Subject: Re: bin/23435: [PATCH] ftp and ftpd has broken ASCII transfer type implementation
To: Andrey Beresovsky <and@rsu.ru>
From: Robert Elz <kre@munnari.OZ.AU>
List: tech-net
Date: 11/15/2003 01:51:00
Date: Fri, 14 Nov 2003 14:27:50 +0300 (MSK)
From: Andrey Beresovsky <and@rsu.ru>
Message-ID: <200311141127.hAEBRow0001154@moon.cc.rsu.ru>
| NetBSD's ftp client and ftpd server implement ASCII transfer type by
| inserting <CR> before each <LF> without checking that may be <CR>
| allready exists.
That is not a bug, it is what is required.
| It leads to <CR><CR><LF> sequences in files
Only if there is something else broken, or you're transferring to a windows
type system, in which case that is what you should be getting.
| which allready had <CR><LF> end of lines
No, in a unix file, <CR><LF> is never "end of line", the <LF> is. A <CR>
that happens to precede the <LF> is just a data character.

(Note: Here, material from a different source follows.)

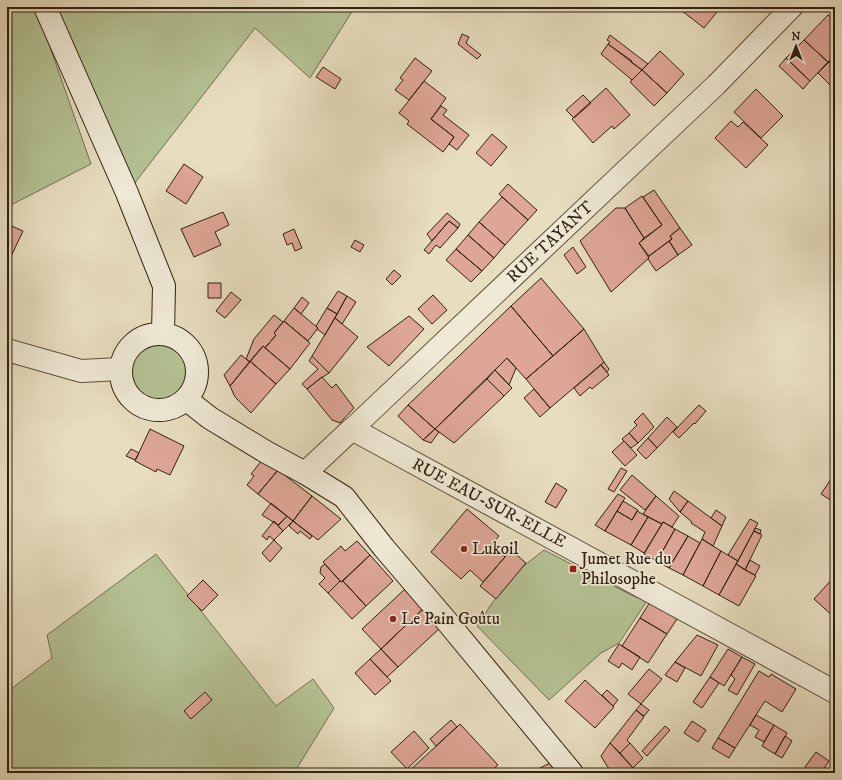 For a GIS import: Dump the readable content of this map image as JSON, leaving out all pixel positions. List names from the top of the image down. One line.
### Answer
{"streets":{"main road":["RUE TAYANT","RUE EAU-SUR-ELLE"]},"crossings":[["RUE TAYANT","RUE EAU-SUR-ELLE"]],"places":{"other":["Lukoil","Le Pain Goûtu"],"transit":["Jumet Rue du Philosophe"]},"north":"top"}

It doesn't matter where the file came from, or why that extra CR is there,
once it is actually there in a unix file, it must remain there, until something
deliberately deletes it (which is certainly not FTP's task).
| Attached patches should fix this problem.
No, they create a bug.
If I have a file with <CR><LF> sequences, and transfer it from one system
with that patch installed, to any other unix system, the file I will end up
with will have all the <CR> characters missing. That means that FTP has
changed the file in transit, which is (would be) a bug.
| >How-To-Repeat:
| 1. Create a text file with <CRLF> end of lines.
| For ftp:
| 2. Send this file to ftpd server using NetBSD's ftp program (ASCII transfer type).
| 3. You'll get a file with <CR><CR><LF> EOLs on windows and <CR><LF> on unixes.
Which is exactly what should happen.
Somebody please close this PR, without changing anything.